Bearing in mind all points we learnt from The A-maize-ing corn's RShiny application, we decided to try and emulate their design. However, there were a few constraints that we faced.
- We were unfamiliar with RShiny and were worried if we could not deliver what we set out to achieve
- RShiny application development was one the last steps of our project and we were tied down with trying to clean up our code. Timeline was extremely tight!
- At week 10/11, our project's outcome still murky. We initially conceptualised for 'Occupancy Rate' to be our Dependent Variable but we were unable to do it due to data set constraints. Ultimately, we had to tweak our project objective and that was a significant portion of time wasted.

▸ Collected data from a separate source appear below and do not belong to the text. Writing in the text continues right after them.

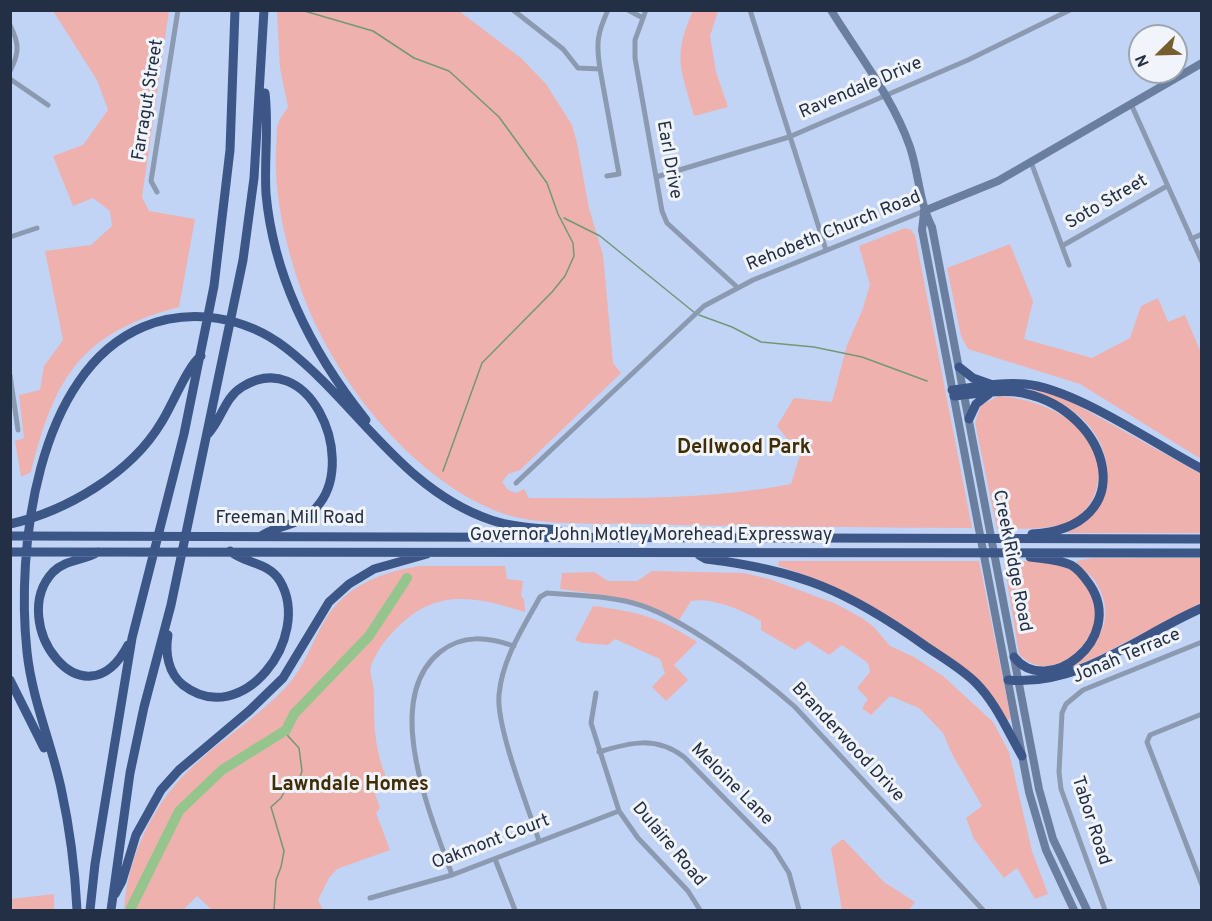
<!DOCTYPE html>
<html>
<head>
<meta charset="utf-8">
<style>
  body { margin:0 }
  #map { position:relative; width:1212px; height:921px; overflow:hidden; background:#c1d4f5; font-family:Overpass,sans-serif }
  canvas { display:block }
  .frame { position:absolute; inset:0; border:12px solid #232f44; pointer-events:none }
  .north { position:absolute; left:1128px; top:24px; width:60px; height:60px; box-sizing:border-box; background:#f1f4fa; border:2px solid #9fa5b1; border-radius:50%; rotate:247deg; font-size:16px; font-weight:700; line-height:24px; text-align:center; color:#232f44 }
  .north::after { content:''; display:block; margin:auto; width:21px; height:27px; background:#775e2f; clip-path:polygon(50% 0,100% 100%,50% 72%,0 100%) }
</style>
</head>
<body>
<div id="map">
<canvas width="1212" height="921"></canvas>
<div class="frame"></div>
<div class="north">N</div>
</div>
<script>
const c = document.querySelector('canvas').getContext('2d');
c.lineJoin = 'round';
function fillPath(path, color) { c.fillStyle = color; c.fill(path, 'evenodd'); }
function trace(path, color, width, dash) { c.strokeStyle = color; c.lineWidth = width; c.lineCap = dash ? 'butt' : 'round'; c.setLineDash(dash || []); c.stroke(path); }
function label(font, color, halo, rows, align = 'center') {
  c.font = font + ' Overpass,sans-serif'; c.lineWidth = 6; c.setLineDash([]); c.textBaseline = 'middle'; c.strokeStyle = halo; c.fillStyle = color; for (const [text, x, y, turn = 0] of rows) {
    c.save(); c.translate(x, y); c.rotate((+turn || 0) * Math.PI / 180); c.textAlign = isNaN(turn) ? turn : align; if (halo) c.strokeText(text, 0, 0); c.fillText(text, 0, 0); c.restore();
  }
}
fillPath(new Path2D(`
  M53 11H169L142 197 149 211 195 219 179 307C81 333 55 376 31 472L21 477 15 441 24 438 19 395 40 390 44 366 63 340 45 251 91 245 112 226 110 211 93 198 73 206 53 156 83 145 108 110 97 80Z
  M277 11H459L521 58 546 84 572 125 577 143 589 208 603 255 613 363 621 373 520 470 508 474 502 482 508 490 516 493 524 489 529 498C616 498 704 501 791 484L800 455 777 426 794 398 832 402 847 345 862 311 870 285 859 246 905 228 911 230 915 235 972 528C862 527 751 527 641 524 598 523 536 527 496 511 406 474 328 372 298 281 284 238 274 193 276 148 277 141 276 131 278 124 280 118 285 112 288 107L280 68Z
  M693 11H718L710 36 716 72 728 107 694 116C681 69 672 57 693 11Z
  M1010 244 1033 301 1024 339 1092 358 1130 338 1141 306 1158 298 1168 322 1185 315 1201 353V459L1080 384 968 349 961 336 947 268Z
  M1024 389 1048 392 1068 400 1201 474V533H1068V531C1117 507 1119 449 1078 415 1063 402 1043 396 1024 389Z
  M999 396C1044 399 1112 429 1097 486 1094 501 1084 515 1070 521 1049 531 1020 528 997 529L975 423 981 405Z
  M1093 558H1201V603L1097 657 1056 673C1089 651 1121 629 1097 584 1092 574 1080 570 1076 561Z
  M779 561H979L1011 719 1007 720C990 690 965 674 938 654 886 615 842 585 778 566Z
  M1004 562C1025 561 1054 558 1072 570 1082 576 1087 585 1091 595 1093 601 1096 607 1096 613 1095 648 1048 686 1019 654Z
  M420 566H505L507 579 523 581 521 596 524 599 525 612C476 596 435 588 397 628 386 638 376 652 371 666 369 674 374 685 374 693 374 723 374 746 385 774V780L372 785 380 808 376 813 390 850 337 869 329 878 318 900 323 910H212L197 896 183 910H124C127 859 152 805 190 769 220 740 257 718 286 687 304 668 312 642 325 620 346 585 382 572 420 566Z
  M652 571 744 573 769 579 834 603 862 618 874 627 890 646 914 657 943 676 993 722 1009 752 1032 851 1048 894 1035 899 1017 868 1004 878 974 839 966 818 982 806 952 754 943 733 919 708 890 696 871 715 862 708 868 699 857 688 870 672 868 663 842 645 829 655 808 641 795 650 761 630V621C742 610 712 597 691 601L679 620C641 599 602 595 560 589L562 573 594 572 608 581H637Z
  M593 606C640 612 658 617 697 642L674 665 688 680 666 701 652 687 665 673 660 659 615 639 608 645 582 643 575 640Z
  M843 839 884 882 915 902 909 910H842L831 848Z
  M54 894V910H11V899Z`), '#eeb1ae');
trace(new Path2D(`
  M301 10 373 31 414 58 449 71 499 117 547 183 558 214 573 243 574 256 565 276 552 292 482 363 443 471
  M564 218 600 236 695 313
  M699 315 732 327 761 342 814 347 862 357 927 381
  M274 910 276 880 281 867 284 851 271 807 281 798 288 785 299 780 302 771 299 748 288 736 286 730`), '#739877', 1.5);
trace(new Path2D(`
  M130 910 179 811 222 770 286 730 294 714 369 636 407 578`), '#95c58d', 10);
trace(new Path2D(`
  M513 10 563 49 578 68 600 69C596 43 597 34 608 10
  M628 10 643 18
  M646 10 635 40V58L662 211 667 223 737 287
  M750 10 826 250
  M10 25C19 43 20 52 10 71
  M600 69 619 174 607 176
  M10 79 48 105
  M1131 104 1202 262
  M1031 162 1069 265
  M656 177 789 137 968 60 1070 10
  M157 192 151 181 178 10
  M10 237 37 228
  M1191 239 1202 234
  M1062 246 1167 186
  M10 375 18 430
  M516 483 704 306 753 280 924 211
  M596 693 591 723 619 811 638 838 688 891 700 910
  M1202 714 1150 735 1147 742 1202 885
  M599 752C631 742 656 736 684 757L774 849 789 873 799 910
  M539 841C528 807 496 727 499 695 502 659 523 628 540 597L547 593C575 595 606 596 633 603 680 615 758 674 795 707L983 910
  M495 859 515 910
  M452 875C432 818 380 700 440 652 463 634 487 637 514 646
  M370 898 452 875 619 811
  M1105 910 1061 789 1059 772 1062 713 1066 704 1083 690 1202 642`), '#8c9ab1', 5);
trace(new Path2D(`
  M831 10C858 54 893 98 910 147 919 174 919 202 932 227L1039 789 1053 839 1087 910
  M924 211 998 181 1202 63
  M924 213 922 230 1029 792 1046 850 1074 910`), '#6a7ea0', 8);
trace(new Path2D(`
  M265 93C269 127 264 160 266 194 274 280 313 354 366 420
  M959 367 973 378 990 384
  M952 390C976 387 1001 382 1025 384 1076 389 1154 444 1202 469
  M954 396C976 394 1000 389 1023 393 1113 412 1142 528 1032 534
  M969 419 976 404 989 394
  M208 434C222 419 224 398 242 387 308 346 356 455 320 503 301 529 284 521 261 536
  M10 524C67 511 131 473 161 423 172 406 188 365 201 356
  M10 536 1202 539
  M10 552 1202 553
  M98 552C84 561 66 559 53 572 6 622 84 729 128 645
  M699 555 706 559C799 570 848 591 924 645 941 657 961 668 976 683 996 703 1008 732 1022 756
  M168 635C165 653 168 673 183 685 242 731 313 637 280 581 269 562 245 564 230 551
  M1014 657C1047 699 1126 639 1090 585 1085 578 1079 569 1071 565 1058 559 1044 559 1030 557
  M10 680 44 748
  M1008 680C1080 687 1139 635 1202 608
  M115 894 122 881 136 835 161 790 179 770 249 711 283 678 329 602 349 584 374 569 427 554
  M77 910C75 869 70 829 61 788 51 742 32 699 27 652 16 550 36 372 143 327 191 307 246 317 286 348 357 403 402 490 491 520 512 527 536 528 558 530L568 536
  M90 910 95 864 132 638 184 434 214 286 230 150 235 10
  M111 910 130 773 144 707 171 605 243 260 254 178 264 10`), '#3c5787', 9);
label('18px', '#232f44', '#f1f4fa', [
  ["Ravendale Drive",861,89,-23],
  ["Farragut Street",149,100,-81],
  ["Earl Drive",668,160,80],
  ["Soto Street",1107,203,-30],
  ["Rehobeth Church Road",834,232,-22],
  ["Freeman Mill Road",290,519],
  ["Governor John Motley Morehead Expressway",651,536],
  ["Creek Ridge Road",1011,561,79],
  ["Jonah Terrace",1127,657,-23],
  ["Branderwood Drive",847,743,47],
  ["Meloine Lane",731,785,45],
  ["Tabor Road",1090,821,72],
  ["Oakmont Court",491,843,-21],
  ["Dulaire Road",668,845,50]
]);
label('bold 20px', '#402d04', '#f1f4fa', [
  ["Dellwood Park",744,449],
  ["Lawndale Homes",350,786]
]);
</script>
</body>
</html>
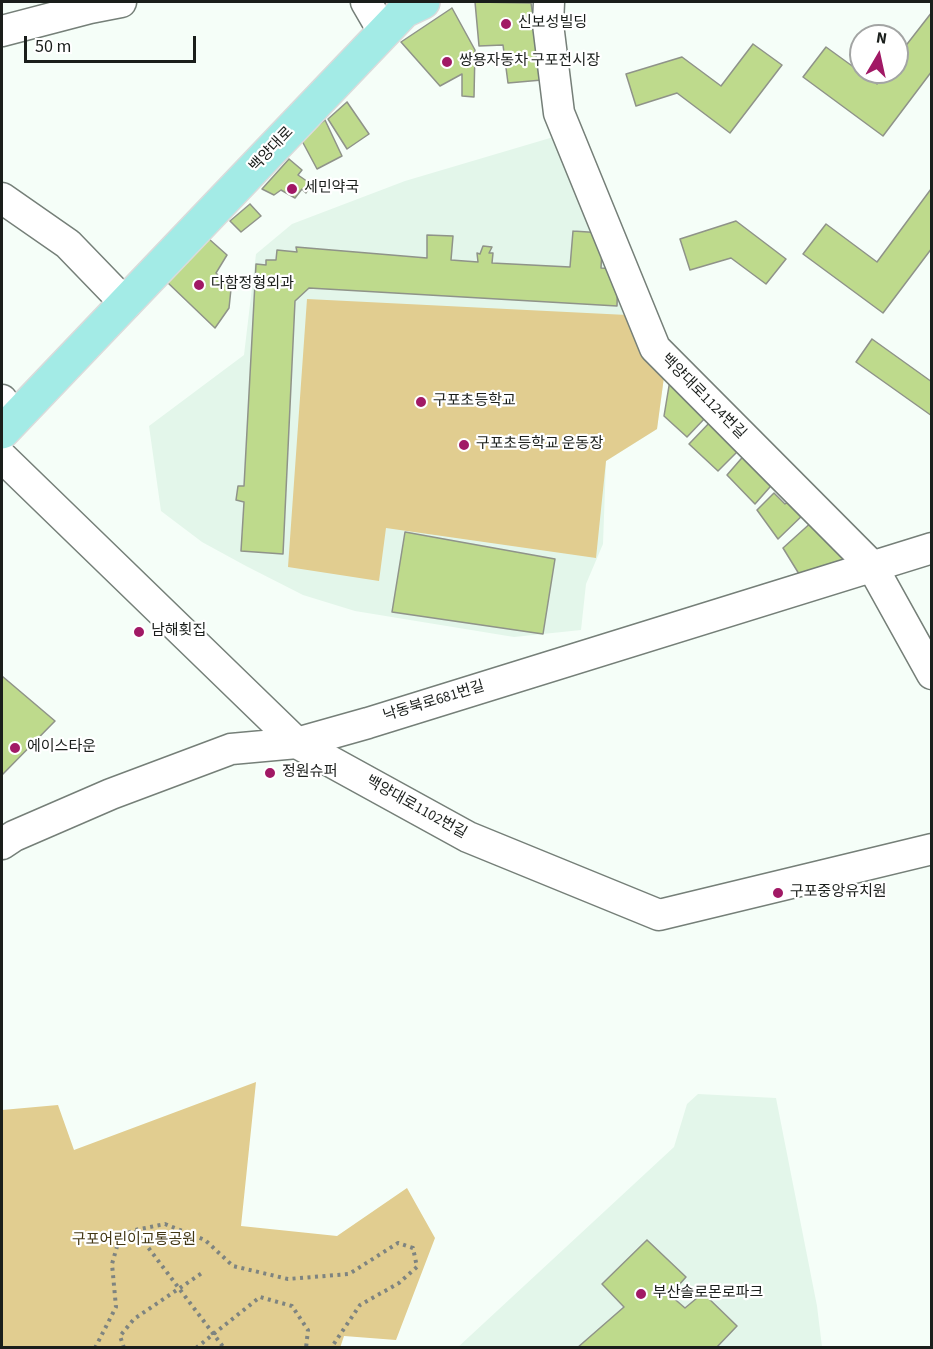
<!DOCTYPE html>
<meta charset="utf-8">
<style>
body{margin:0}
#map{position:relative;width:933px;height:1349px;overflow:hidden;background:#f5fef8;font-family:"Source Sans 3",sans-serif}
canvas{display:block}
.frame{position:absolute;inset:0;border:3px solid #1a1e1b;pointer-events:none}
.north{position:absolute;left:849px;top:24px;width:60px;height:60px;box-sizing:border-box;background:#fff;border:2px solid #a3a5a4;border-radius:50%;rotate:9deg;font-size:16px;font-weight:700;line-height:24px;text-align:center;color:#1a1e1b}
.north::after{content:'';display:block;margin:auto;width:21px;height:27px;background:#a11965;clip-path:polygon(50% 0,100% 100%,50% 72%,0 100%)}
.scale{position:absolute;left:24px;top:36px;width:172px;height:27px;box-sizing:border-box;border:3px solid #1a1e1b;border-top:0;padding-left:8px;font-size:18px;line-height:21px;white-space:nowrap;color:#1a1e1b;-webkit-text-stroke:4px #fff;paint-order:stroke}
</style>
<div id="map">
<canvas width="933" height="1349"></canvas>
<div class="frame"></div>
<div class="north">N</div>
<div class="scale">50 m</div>
</div>
<script>
const ctx = document.querySelector('canvas').getContext('2d');
ctx.lineJoin = 'round';
function fillPath(path, color) { ctx.fillStyle = color; ctx.fill(path, 'evenodd'); }
const shape = rows => new Path2D(rows.map(r => 'M' + r).join(''));
function trace(path, color, width, dash) { ctx.strokeStyle = color; ctx.lineWidth = width; ctx.lineCap = dash ? 'butt' : 'round'; ctx.setLineDash(dash || []); ctx.stroke(path); }
function label(font, color, halo, rows, align = 'center') {
  ctx.font = font + ' "Source Sans 3","Noto Sans KR",sans-serif'; ctx.lineWidth = 4.5; ctx.setLineDash([]); ctx.textBaseline = 'middle'; ctx.strokeStyle = halo; ctx.fillStyle = color; for (const [text, x, y, turn = 0] of rows) {
    ctx.save(); ctx.translate(x, y); ctx.rotate((+turn || 0) * Math.PI / 180); ctx.textAlign = isNaN(turn) ? turn : align; if (halo) ctx.strokeText(text, 0, 0); ctx.fillText(text, 0, 0); ctx.restore();
  }
}
fillPath(shape([
 [567,133,664,377,657,429,606,461,603,544,586,584,581,630,514,637,355,611,303,595,246,566,202,542,161,511,149,426,244,355,256,254,292,224,405,181],
 [698,1094,776,1098,817,1306,822,1347,457,1348,674,1147,687,1104]
]), '#e3f6ea');
fillPath(shape([
 [307,299,627,315,664,377,657,429,606,461,596,558,386,528,379,581,288,567],
 [256,1082,241,1226,337,1236,407,1188,435,1238,396,1340,344,1336,340,1348,2,1347,2,1110,58,1105,74,1150]
]), '#e1cd90');
const building = shape([
 [475,2,531,3,542,80,508,83,503,45,479,46,475,2],
 [452,8,475,50,474,97,462,96,462,74,440,86,401,42,452,8],
 [932,12,932,71,883,136,803,77,826,47,877,84,886,72,897,72,897,57,932,12],
 [753,44,782,65,730,133,677,93,636,106,626,74,682,57,721,86,753,44],
 [347,102,369,134,347,149,328,119,347,102],
 [325,120,342,156,317,169,301,139,325,120],
 [289,159,302,170,298,175,311,184,306,193,302,189,295,198,281,190,274,195,262,189,289,159],
 [931,189,932,248,883,313,803,254,826,224,877,262,931,189],
 [250,204,261,216,241,232,230,221,250,204],
 [736,221,786,259,766,284,731,258,690,270,680,239,736,221],
 [573,231,603,233,601,268,618,269,617,306,309,288,295,301,283,554,241,551,244,502,236,500,238,486,244,486,256,264,266,265,266,260,276,260,277,250,297,252,296,247,427,258,427,235,453,236,451,260,478,262,477,253,480,254,483,246,492,247,489,253,493,253,492,263,570,267,573,231],
 [209,239,227,255,216,273,231,289,229,308,215,328,167,282,209,239],
 [872,339,932,382,932,416,856,362,872,339],
 [670,380,707,416,687,437,664,416,670,380],
 [713,419,742,447,718,471,689,444,713,419],
 [747,452,777,479,755,504,727,475,747,452],
 [774,493,785,504,794,498,807,511,778,539,757,510,774,493],
 [814,520,847,561,804,582,783,548,814,520],
 [405,532,555,559,543,634,392,612,405,532],
 [2,676,55,721,2,775,2,676],
 [647,1240,686,1277,670,1295,685,1308,703,1293,737,1326,716,1348,577,1348,624,1307,602,1284,647,1240]
]);
fillPath(building, '#beda8c');
trace(building, '#8f9389', 1.5);
const minor = shape([
 [366,2,384,33],
 [549,2,548,24,559,113,655,348,872,566,932,674],
 [2,31,90,8,121,2],
 [2,198,68,244,126,304],
 [2,400,11,422],
 [2,457,297,743,468,837,659,915,932,849],
 [2,844,14,836,111,794,231,749,297,743,368,723,932,548]
]);
const major = shape([
 [2,432,404,11,423,2]
]);
trace(minor, '#757f78', 33);
trace(major, '#dadbdb', 36);
trace(shape([
 [135,1230,224,1348],
 [95,1348,116,1307,112,1264,120,1236,135,1230,165,1224,205,1240,233,1266,288,1279,349,1274,398,1243,413,1248,417,1267,399,1283,360,1305,331,1348],
 [124,1348,120,1336,134,1319,202,1273],
 [196,1348,260,1297,292,1306,308,1330,306,1348]
]), '#7e8480', 4, [3, 4.5]);
trace(minor, '#fff', 30);
trace(major, '#a3ebe6', 33);
for (const [x, y, r, color] of [
 [506,24,6,"#a11965"],
 [447,62,6,"#a11965"],
 [292,189,6,"#a11965"],
 [199,285,6,"#a11965"],
 [421,402,6,"#a11965"],
 [464,445,6,"#a11965"],
 [139,632,6,"#a11965"],
 [15,748,6,"#a11965"],
 [270,773,6,"#a11965"],
 [778,893,6,"#a11965"],
 [641,1294,6,"#a11965"]
]) { const dot = new Path2D(); dot.arc(x, y, r, 0, 2 * Math.PI); ctx.fillStyle = color; ctx.fill(dot); trace(dot, '#fff', 2); }
label('15px', '#1a1e1b', '#fff', [
 ["신보성빌딩",518,24],
 ["쌍용자동차 구포전시장",459,62],
 ["세민약국",304,189],
 ["다함정형외과",211,285],
 ["구포초등학교",433,402],
 ["구포초등학교 운동장",476,445],
 ["남해횟집",151,632],
 ["에이스타운",27,748],
 ["정원슈퍼",282,773],
 ["구포중앙유치원",790,893],
 ["부산솔로몬로파크",653,1294]
], 'left');
label('15px', '#1a1e1b', '#fff', [
 ["백양대로",272,150,-46],
 ["백양대로1124번길",703,397,45],
 ["낙동북로681번길",434,702,-17],
 ["백양대로1102번길",416,808,29]
]);
label('15px', '#433714', '#fff', [
 ["구포어린이교통공원",134,1241]
]);
</script>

Here are four screenshots of our RShiny application that we conceptualised:
The earlier screenshots were our initial strategy. However, due to time constraints and unfamiliarity with RShiny, we had to abandon some of our design principles. However, we still wanted to deliver on the content points. The key features had to delivered and we prioritised that over the look of our RShiny application. Only when we included all our content points did we then revisit our design principles.
Application Overview
This is how our RShiny Application's front page looks like. There are three main areas that a user can explore. Project Sandbox (under the Overview tab), Point Pattern Analysis to understand the distribution/density of street(s) in Downtown Seattle and Geographically Weighted Regression that allows users to select their most appropriate variables, bandwidth and kernel function to help them determine better listing prices to set!
To find out more about how our application works, look for the 'Business Mafia RShiny Application User Guide' pdf file under the Application tab of our project wiki. Alternatively, click on BusinessMafia Application!
Our Findings
Geographical Accessibility
From our visualisation, it is apparent that most of the darkest spots (dark brown colour) are found between the middle and upper areas of our plot, closer to the coastal areas of Downtown Seattle.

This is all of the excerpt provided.